Pendant la rédaction, j’ai eu besoin d’insérer un moment heureux entre la personnage principale et son p’tit copain, sinon on ne comprenait pas pourquoi elle s’attachait autant à un anxious avoidant de la plus décevante espèce – un moment heureux que la vraie vie ne m’avait pas mis en stock. Alors j’ai texté mon Sultan, surprise!, après deux ans de silence. Voudrais-tu me raconter tout ce que tu te rappelles de notre première journée de ski ensemble à Owl’s Head? Il m’a appelée avec une tonne de détails. Après le lunch, – le trio ski : sandwiches, carottes, chips nature – j’étais allée me brosser les dents. Bien joué parce que Dieu qu’on a frenché ce jour-là, dans les chaises à quatre, dans les chaises à deux, dans le bar du chalet, sur le bord des pentes, couchés dans la neige, sur la terrasse au gros soleil chauffant, et dans la Communauto à la fin de la journée quand on s’est parkés sur le bord d’un chemin peut-être privé et que le soleil se couchait habillé en rose au bout du champ de neige. On écoutait Be mine – l’album avec la fille qui a le plus beau cul en jeans que tu verras jamais sur une pochette.

Notre conversation s’est transformée en un beau chapitre romantique, dont personne ne se doute qu’il est un copié-collé d’un mec sur un autre. Fin de la parenthèse.)  

Avec l’expérience, j’allais recommander à toute personne célibataire qui rencontre de combler ses besoins sexuels en-dehors de ses dates. Aussi basique que de ne pas aller faire ton épicerie quand tu as faim. Sauf que…bien c’est à l’épicerie que tu dois trouver les aliments qui feront que t’as pas faim! Où trouver un partenaire de casual sex sinon…sur une app? 

Car le désir sexuel qui est le joker de couleur dans la game du dating. Ça vient juste embrouiller les sentiments d’avoir du bon sexe avec quelqu’un ; ça attache, ça crée le goût de se voir…Même si cette personne n’est pas le partenaire que tu cherches. Pas ton p’tit vieux. Pas ta p’tite vieille. 

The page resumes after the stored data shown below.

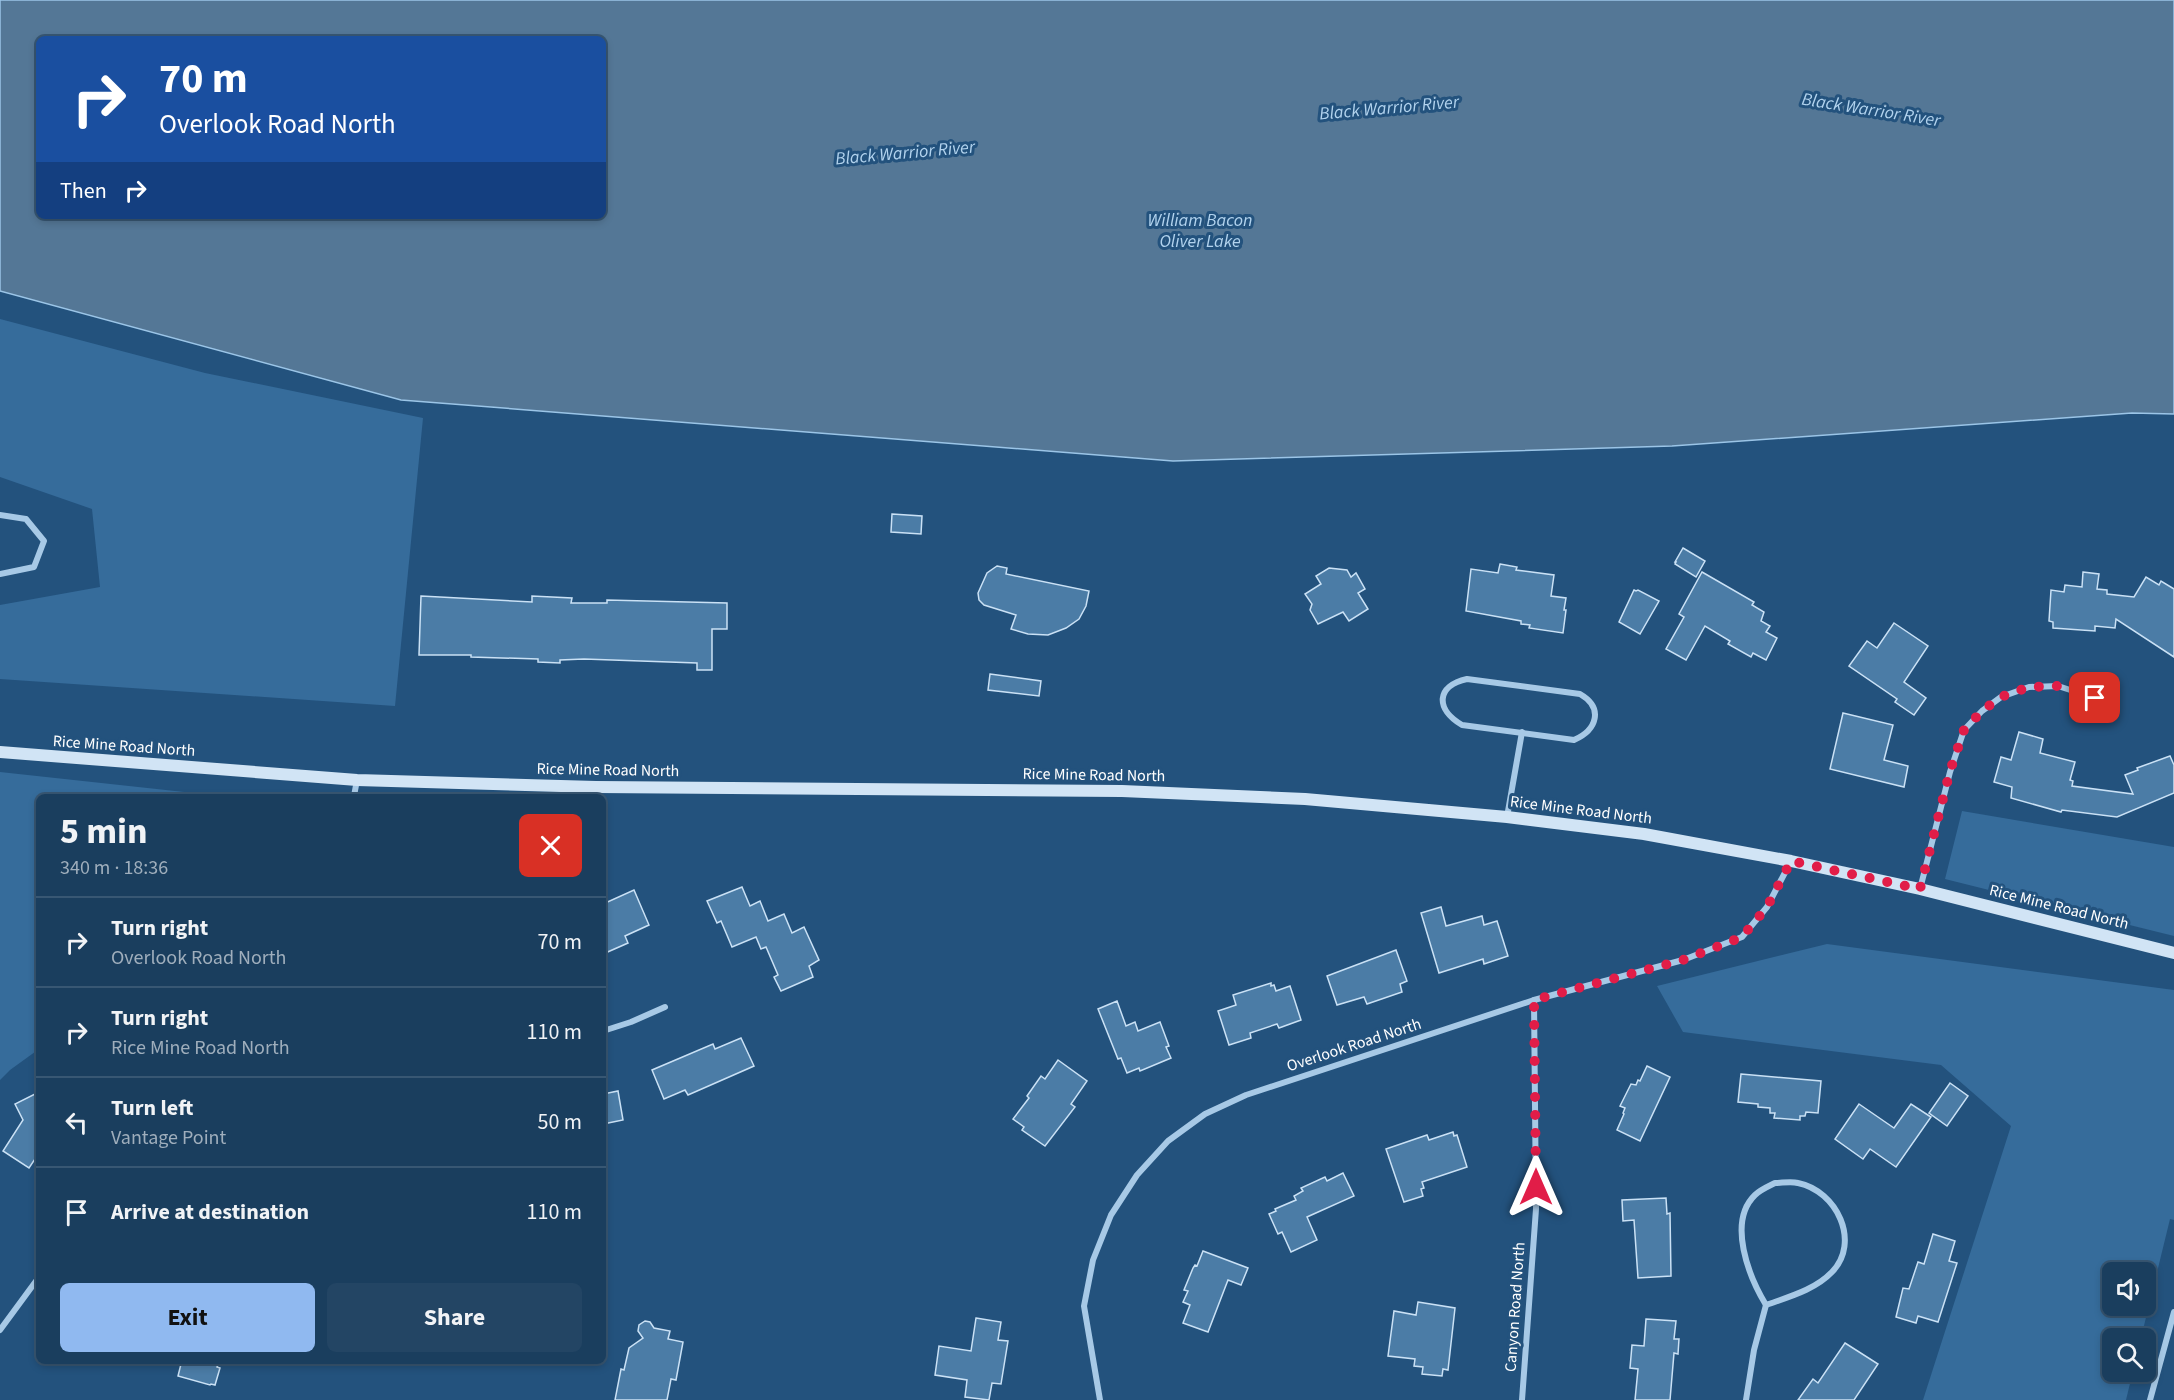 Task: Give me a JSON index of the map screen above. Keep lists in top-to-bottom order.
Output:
{
  "streets": {
    "main road": ["Rice Mine Road North"],
    "street": ["Overlook Road North", "Canyon Road North"]
  },
  "crossings": [
    ["Rice Mine Road North", "Overlook Road North"],
    ["Overlook Road North", "Canyon Road North"]
  ],
  "water": ["Black Warrior River", "William Bacon Oliver Lake"],
  "page": {
    "turn": ["70 m", "Overlook Road North"],
    "then": "Then",
    "heading": ["5 min", "340 m · 18:36"],
    "list": [
      {
        "name": "Turn right",
        "note": "Overlook Road North",
        "value": "70 m"
      },
      {
        "name": "Turn right",
        "note": "Rice Mine Road North",
        "value": "110 m"
      },
      {
        "name": "Turn left",
        "note": "Vantage Point",
        "value": "50 m"
      },
      {
        "name": "Arrive at destination",
        "value": "110 m"
      }
    ],
    "buttons": ["Exit", "Share"]
  }
}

Une amie m’a dit qu’ils ont attendu cinq mois avant de frencher, elle et son amoureux. Cinq mois. Respect. Cela n’entre pas dans le spectre du possible en ce qui me concerne mais quelques semaines seraient un excellent début. 

Je ne suis pas blanche comme neige. J’entretiens quelques relations simultanées, dans des dimensions parallèles, sur des canaux de communication concurrents. C’est le jeu des applis, pourtant je m’inquiète. Suis-je en train de devenir froide et instrumentale? Qu’est-ce qui distingue la fatigue émotionnelle de la cruelle désinvolture? Je suis au plus près de mettre en pratique la stratégie qui consiste à fréquenter plusieurs personnes en même temps pour inverser le fardeau de la séduction. Quand on fréquente une seule personne, on cherche constamment à lui plaire. Quand on en fréquente plusieurs, ça repose sur l’autre de se démarquer et de convaincre. Théorie implacable. Mais inconfortable dans l’application. Enfin, de moins en moins inconfortable, depuis que je suis détachée et hard to get. 

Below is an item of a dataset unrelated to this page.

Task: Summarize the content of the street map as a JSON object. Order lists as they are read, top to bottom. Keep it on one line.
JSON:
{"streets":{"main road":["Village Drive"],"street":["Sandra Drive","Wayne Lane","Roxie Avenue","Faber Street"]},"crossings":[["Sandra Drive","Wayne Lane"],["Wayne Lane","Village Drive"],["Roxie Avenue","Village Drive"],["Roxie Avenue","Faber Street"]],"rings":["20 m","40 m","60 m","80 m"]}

Avec ma dernière freq, on compensait l’aridité de la conversation par des échanges de salive. J’énonce l’évidence : ce n’est pas ainsi qu’on apprend à connaître l’autre. On disposait d’à peine quelques heures par semaine – nos sens nous les volaient. Les vases communiquaient plus que nous. Après quelques mois, je n’avais pas l’impression d’en savoir plus sur lui qu’au jour 2.

Mon brise-glace peinait à mordre dans la banquise.

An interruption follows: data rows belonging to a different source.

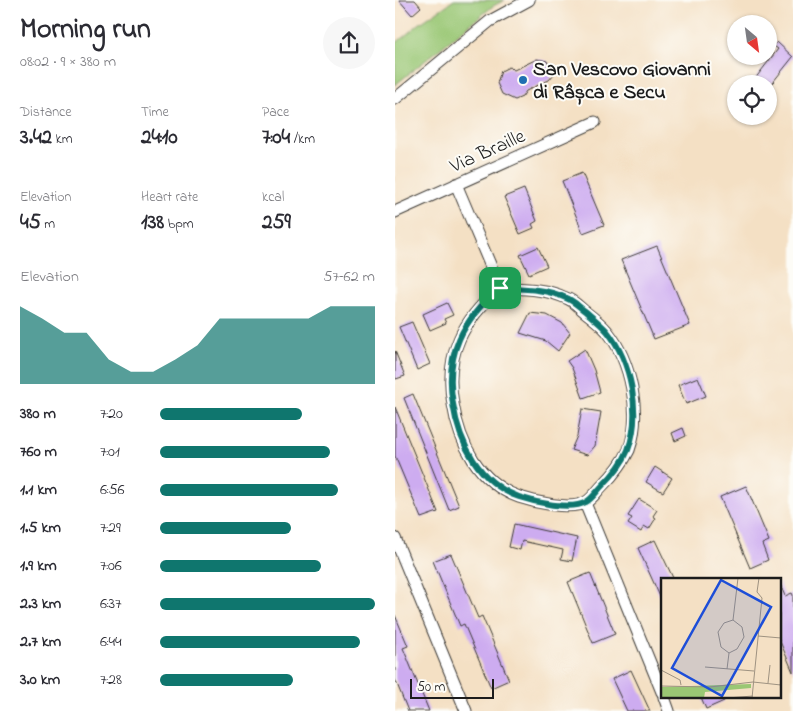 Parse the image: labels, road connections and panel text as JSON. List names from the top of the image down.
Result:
{
  "streets": {
    "street": ["Via Braille"]
  },
  "places": ["San Vescovo Giovanni di Râșca e Secu"],
  "scale_bar": "50 m",
  "north": "bottom right",
  "page": {
    "heading": ["Morning run", "08:02 · 9 × 380 m"],
    "stats": [
      ["Distance", "3.42 km"],
      ["Time", "24:10"],
      ["Pace", "7:04 /km"],
      ["Elevation", "45 m"],
      ["Heart rate", "138 bpm"],
      ["kcal", "259"]
    ],
    "chart": ["Elevation", "57–62 m"],
    "list": [
      {
        "name": "380 m",
        "note": "7:20"
      },
      {
        "name": "760 m",
        "note": "7:01"
      },
      {
        "name": "1.1 km",
        "note": "6:56"
      },
      {
        "name": "1.5 km",
        "note": "7:29"
      },
      {
        "name": "1.9 km",
        "note": "7:06"
      },
      {
        "name": "2.3 km",
        "note": "6:37"
      },
      {
        "name": "2.7 km",
        "note": "6:44"
      },
      {
        "name": "3.0 km",
        "note": "7:28"
      }
    ],
    "scale": "50 m"
  }
} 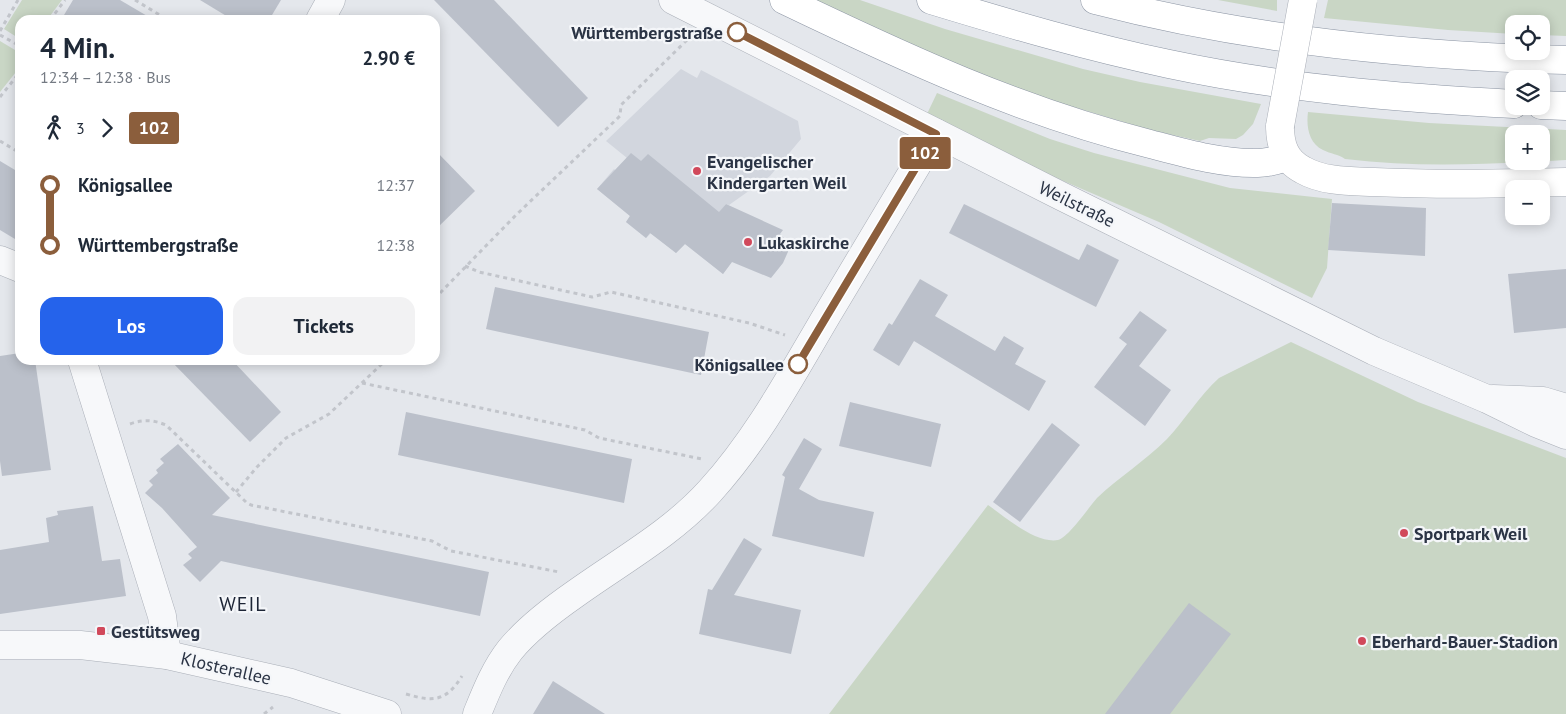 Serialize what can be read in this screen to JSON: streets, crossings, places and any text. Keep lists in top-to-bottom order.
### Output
{
  "streets": {
    "street": ["Weilstraße", "Klosterallee"]
  },
  "districts": ["WEIL"],
  "places": {
    "other": [
      "Württembergstraße",
      "Evangelischer Kindergarten Weil",
      "Lukaskirche",
      "Königsallee",
      "Sportpark Weil",
      "Eberhard-Bauer-Stadion"
    ],
    "transit": ["Gestütsweg"]
  },
  "lines": ["bus line 102"],
  "page": {
    "on_map": "102",
    "map_buttons": ["+", "−"],
    "heading": ["4 Min.", "12:34 – 12:38 · Bus", "2.90 €"],
    "legs": ["3", "102"],
    "list": [
      {
        "name": "Königsallee",
        "value": "12:37"
      },
      {
        "name": "Württembergstraße",
        "value": "12:38"
      }
    ],
    "buttons": ["Los", "Tickets"]
  }
} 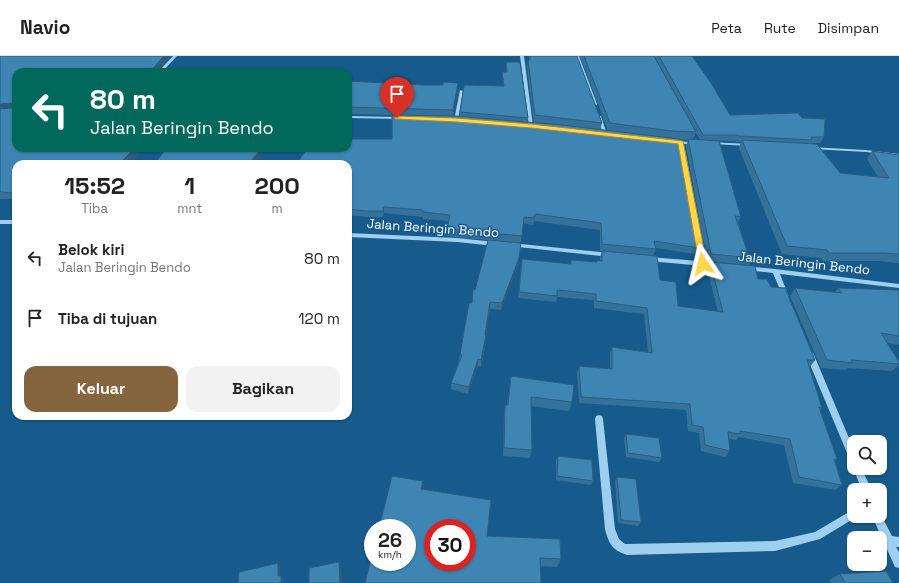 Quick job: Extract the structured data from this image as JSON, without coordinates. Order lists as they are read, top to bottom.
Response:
{
  "streets": {
    "street": ["Jalan Beringin Bendo"]
  },
  "page": {
    "header": "Navio",
    "nav": ["Peta", "Rute", "Disimpan"],
    "turn": ["80 m", "Jalan Beringin Bendo"],
    "eta": [
      "15:52",
      "Tiba",
      "1",
      "mnt",
      "200",
      "m"
    ],
    "list": [
      {
        "name": "Belok kiri",
        "note": "Jalan Beringin Bendo",
        "value": "80 m"
      },
      {
        "name": "Tiba di tujuan",
        "value": "120 m"
      }
    ],
    "buttons": ["Keluar", "Bagikan"],
    "map_buttons": ["+", "−"],
    "speed": "26 km/h",
    "limit": "30"
  }
}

Mais qui a dit que je voulais conquérir la banquise? 

J’ai envie de conversations équatoriales, de parenthèses en chiendent qu’on arrache comme de la mauvaise herbe et qui repoussent à la minute où les racines retombent au sol, j’ai envie de passés fastes exprimés en touffes au pied des caféiers, ponctués de refrains punks ou de bikini kills, disputant nos connivences au puissant vacarme des roboculteurs de latex ; j’ai avenir que notre soif s’étanche d’histoires nouées en quipu, qu’on boive qu’on lèche tous les pores de nos peaux incas ou coca ou couleur havane.  

J’ai pas envie de silences entendus. J’ai pas envie d’un amour taiseux.

Si K-2000 n’a aucune chance de survenir dans la conversation, tu peux pas être mon chum. C’est ça le spectre.

J’en ai parlé avec Guillaume, mon buddy non-monogame, et il était critique de mes standards. C’est un autre élément de sa Théorie des ami.e.s. Quand tu te fais un.e ami.e, la relation se définit par elle-même. T’as un ami avec qui faire du sport, un autre avec qui tu as fait des voyages, un confident, des chums d’université, etc. Chaque ami peut créer et occuper sa propre boîte. En amour, on veut faire entrer la personne dans la boîte qu’on a prévue pour elle. Être non-monogame, c’est s’ouvrir à la diversité des cases, c’est ne pas forcer l’autre à se gonfler ou à s’amputer pour occuper un certain espace qu’on lui confère. 

Dans le fond, pas besoin d’être non-monogame pour ça.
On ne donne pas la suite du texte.